• DIRECTIONS
Would you return the entries exactly, with every line intact?

• MATERIALS PROVIDED
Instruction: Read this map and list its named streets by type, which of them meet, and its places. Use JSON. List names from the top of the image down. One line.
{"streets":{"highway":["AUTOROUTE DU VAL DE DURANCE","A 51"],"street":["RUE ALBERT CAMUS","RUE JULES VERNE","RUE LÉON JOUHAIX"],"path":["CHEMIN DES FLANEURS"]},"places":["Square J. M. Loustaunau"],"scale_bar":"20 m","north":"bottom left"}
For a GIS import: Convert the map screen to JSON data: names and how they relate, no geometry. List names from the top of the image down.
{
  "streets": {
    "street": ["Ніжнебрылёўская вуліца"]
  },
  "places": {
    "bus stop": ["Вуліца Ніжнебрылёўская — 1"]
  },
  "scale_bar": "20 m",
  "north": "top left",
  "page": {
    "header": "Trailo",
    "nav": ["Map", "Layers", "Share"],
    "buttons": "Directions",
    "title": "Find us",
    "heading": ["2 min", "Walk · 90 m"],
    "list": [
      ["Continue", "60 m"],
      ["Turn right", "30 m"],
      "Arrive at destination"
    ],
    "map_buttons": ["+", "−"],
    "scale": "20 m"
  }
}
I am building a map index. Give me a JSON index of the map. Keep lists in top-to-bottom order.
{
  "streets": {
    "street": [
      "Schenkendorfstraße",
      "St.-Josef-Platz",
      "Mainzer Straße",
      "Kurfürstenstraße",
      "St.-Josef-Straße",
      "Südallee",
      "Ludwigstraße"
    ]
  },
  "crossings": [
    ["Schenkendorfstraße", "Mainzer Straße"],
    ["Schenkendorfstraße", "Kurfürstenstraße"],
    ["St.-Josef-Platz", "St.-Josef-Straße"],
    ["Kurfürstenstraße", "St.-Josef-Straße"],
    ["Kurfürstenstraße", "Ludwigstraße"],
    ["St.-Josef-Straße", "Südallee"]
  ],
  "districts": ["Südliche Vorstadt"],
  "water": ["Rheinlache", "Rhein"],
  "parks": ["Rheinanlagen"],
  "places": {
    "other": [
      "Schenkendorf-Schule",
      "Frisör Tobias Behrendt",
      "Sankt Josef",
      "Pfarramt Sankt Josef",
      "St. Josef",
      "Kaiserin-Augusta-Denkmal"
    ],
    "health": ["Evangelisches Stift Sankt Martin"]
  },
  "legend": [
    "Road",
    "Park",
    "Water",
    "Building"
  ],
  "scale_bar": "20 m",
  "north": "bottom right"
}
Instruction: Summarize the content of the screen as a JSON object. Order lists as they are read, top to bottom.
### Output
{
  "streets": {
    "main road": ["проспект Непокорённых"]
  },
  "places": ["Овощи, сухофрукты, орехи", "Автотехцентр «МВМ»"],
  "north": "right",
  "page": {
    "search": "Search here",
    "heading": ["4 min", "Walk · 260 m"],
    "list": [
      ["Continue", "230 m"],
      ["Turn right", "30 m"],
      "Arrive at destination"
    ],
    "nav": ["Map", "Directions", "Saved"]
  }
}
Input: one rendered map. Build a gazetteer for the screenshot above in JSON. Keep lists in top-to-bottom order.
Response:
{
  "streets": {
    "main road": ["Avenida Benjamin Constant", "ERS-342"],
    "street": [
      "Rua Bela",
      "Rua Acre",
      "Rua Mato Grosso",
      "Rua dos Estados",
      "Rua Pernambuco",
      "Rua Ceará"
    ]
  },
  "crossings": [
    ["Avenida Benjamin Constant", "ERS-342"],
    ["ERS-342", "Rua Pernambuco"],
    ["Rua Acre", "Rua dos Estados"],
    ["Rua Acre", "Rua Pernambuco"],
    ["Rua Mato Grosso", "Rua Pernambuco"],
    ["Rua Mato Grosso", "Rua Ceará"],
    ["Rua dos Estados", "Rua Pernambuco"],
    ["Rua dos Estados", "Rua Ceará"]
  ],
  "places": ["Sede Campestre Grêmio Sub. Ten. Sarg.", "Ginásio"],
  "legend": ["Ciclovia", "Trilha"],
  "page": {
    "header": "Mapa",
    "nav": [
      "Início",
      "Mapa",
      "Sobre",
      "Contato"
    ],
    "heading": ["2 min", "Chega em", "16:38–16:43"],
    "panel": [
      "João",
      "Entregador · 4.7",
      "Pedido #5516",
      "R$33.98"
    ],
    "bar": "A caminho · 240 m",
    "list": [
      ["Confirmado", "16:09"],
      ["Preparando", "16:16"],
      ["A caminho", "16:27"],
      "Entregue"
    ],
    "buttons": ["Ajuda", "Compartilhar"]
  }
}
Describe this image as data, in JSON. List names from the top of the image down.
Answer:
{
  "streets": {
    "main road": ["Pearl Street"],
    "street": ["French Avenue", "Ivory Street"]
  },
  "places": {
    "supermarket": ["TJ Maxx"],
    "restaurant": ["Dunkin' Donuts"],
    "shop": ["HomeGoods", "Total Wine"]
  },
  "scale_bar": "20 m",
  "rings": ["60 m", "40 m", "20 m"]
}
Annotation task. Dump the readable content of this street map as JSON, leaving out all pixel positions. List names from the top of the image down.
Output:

• EXPECTED ANSWER
Instruction: Read this map and list its named streets by type, which of them meet, and its places. Use JSON. List names from the top of the image down. One line.
{"streets":{"highway":["AUTOROUTE DU VAL DE DURANCE","A 51"],"street":["RUE ALBERT CAMUS","RUE JULES VERNE","RUE LÉON JOUHAIX"],"path":["CHEMIN DES FLANEURS"]},"places":["Square J. M. Loustaunau"],"scale_bar":"20 m","north":"bottom left"}
For a GIS import: Convert the map screen to JSON data: names and how they relate, no geometry. List names from the top of the image down.
{
  "streets": {
    "street": ["Ніжнебрылёўская вуліца"]
  },
  "places": {
    "bus stop": ["Вуліца Ніжнебрылёўская — 1"]
  },
  "scale_bar": "20 m",
  "north": "top left",
  "page": {
    "header": "Trailo",
    "nav": ["Map", "Layers", "Share"],
    "buttons": "Directions",
    "title": "Find us",
    "heading": ["2 min", "Walk · 90 m"],
    "list": [
      ["Continue", "60 m"],
      ["Turn right", "30 m"],
      "Arrive at destination"
    ],
    "map_buttons": ["+", "−"],
    "scale": "20 m"
  }
}
I am building a map index. Give me a JSON index of the map. Keep lists in top-to-bottom order.
{
  "streets": {
    "street": [
      "Schenkendorfstraße",
      "St.-Josef-Platz",
      "Mainzer Straße",
      "Kurfürstenstraße",
      "St.-Josef-Straße",
      "Südallee",
      "Ludwigstraße"
    ]
  },
  "crossings": [
    ["Schenkendorfstraße", "Mainzer Straße"],
    ["Schenkendorfstraße", "Kurfürstenstraße"],
    ["St.-Josef-Platz", "St.-Josef-Straße"],
    ["Kurfürstenstraße", "St.-Josef-Straße"],
    ["Kurfürstenstraße", "Ludwigstraße"],
    ["St.-Josef-Straße", "Südallee"]
  ],
  "districts": ["Südliche Vorstadt"],
  "water": ["Rheinlache", "Rhein"],
  "parks": ["Rheinanlagen"],
  "places": {
    "other": [
      "Schenkendorf-Schule",
      "Frisör Tobias Behrendt",
      "Sankt Josef",
      "Pfarramt Sankt Josef",
      "St. Josef",
      "Kaiserin-Augusta-Denkmal"
    ],
    "health": ["Evangelisches Stift Sankt Martin"]
  },
  "legend": [
    "Road",
    "Park",
    "Water",
    "Building"
  ],
  "scale_bar": "20 m",
  "north": "bottom right"
}
Instruction: Summarize the content of the screen as a JSON object. Order lists as they are read, top to bottom.
### Output
{
  "streets": {
    "main road": ["проспект Непокорённых"]
  },
  "places": ["Овощи, сухофрукты, орехи", "Автотехцентр «МВМ»"],
  "north": "right",
  "page": {
    "search": "Search here",
    "heading": ["4 min", "Walk · 260 m"],
    "list": [
      ["Continue", "230 m"],
      ["Turn right", "30 m"],
      "Arrive at destination"
    ],
    "nav": ["Map", "Directions", "Saved"]
  }
}
Input: one rendered map. Build a gazetteer for the screenshot above in JSON. Keep lists in top-to-bottom order.
Response:
{
  "streets": {
    "main road": ["Avenida Benjamin Constant", "ERS-342"],
    "street": [
      "Rua Bela",
      "Rua Acre",
      "Rua Mato Grosso",
      "Rua dos Estados",
      "Rua Pernambuco",
      "Rua Ceará"
    ]
  },
  "crossings": [
    ["Avenida Benjamin Constant", "ERS-342"],
    ["ERS-342", "Rua Pernambuco"],
    ["Rua Acre", "Rua dos Estados"],
    ["Rua Acre", "Rua Pernambuco"],
    ["Rua Mato Grosso", "Rua Pernambuco"],
    ["Rua Mato Grosso", "Rua Ceará"],
    ["Rua dos Estados", "Rua Pernambuco"],
    ["Rua dos Estados", "Rua Ceará"]
  ],
  "places": ["Sede Campestre Grêmio Sub. Ten. Sarg.", "Ginásio"],
  "legend": ["Ciclovia", "Trilha"],
  "page": {
    "header": "Mapa",
    "nav": [
      "Início",
      "Mapa",
      "Sobre",
      "Contato"
    ],
    "heading": ["2 min", "Chega em", "16:38–16:43"],
    "panel": [
      "João",
      "Entregador · 4.7",
      "Pedido #5516",
      "R$33.98"
    ],
    "bar": "A caminho · 240 m",
    "list": [
      ["Confirmado", "16:09"],
      ["Preparando", "16:16"],
      ["A caminho", "16:27"],
      "Entregue"
    ],
    "buttons": ["Ajuda", "Compartilhar"]
  }
}
Describe this image as data, in JSON. List names from the top of the image down.
Answer:
{
  "streets": {
    "main road": ["Pearl Street"],
    "street": ["French Avenue", "Ivory Street"]
  },
  "places": {
    "supermarket": ["TJ Maxx"],
    "restaurant": ["Dunkin' Donuts"],
    "shop": ["HomeGoods", "Total Wine"]
  },
  "scale_bar": "20 m",
  "rings": ["60 m", "40 m", "20 m"]
}
Annotation task. Dump the readable content of this street map as JSON, leaving out all pixel positions. List names from the top of the image down.
Output:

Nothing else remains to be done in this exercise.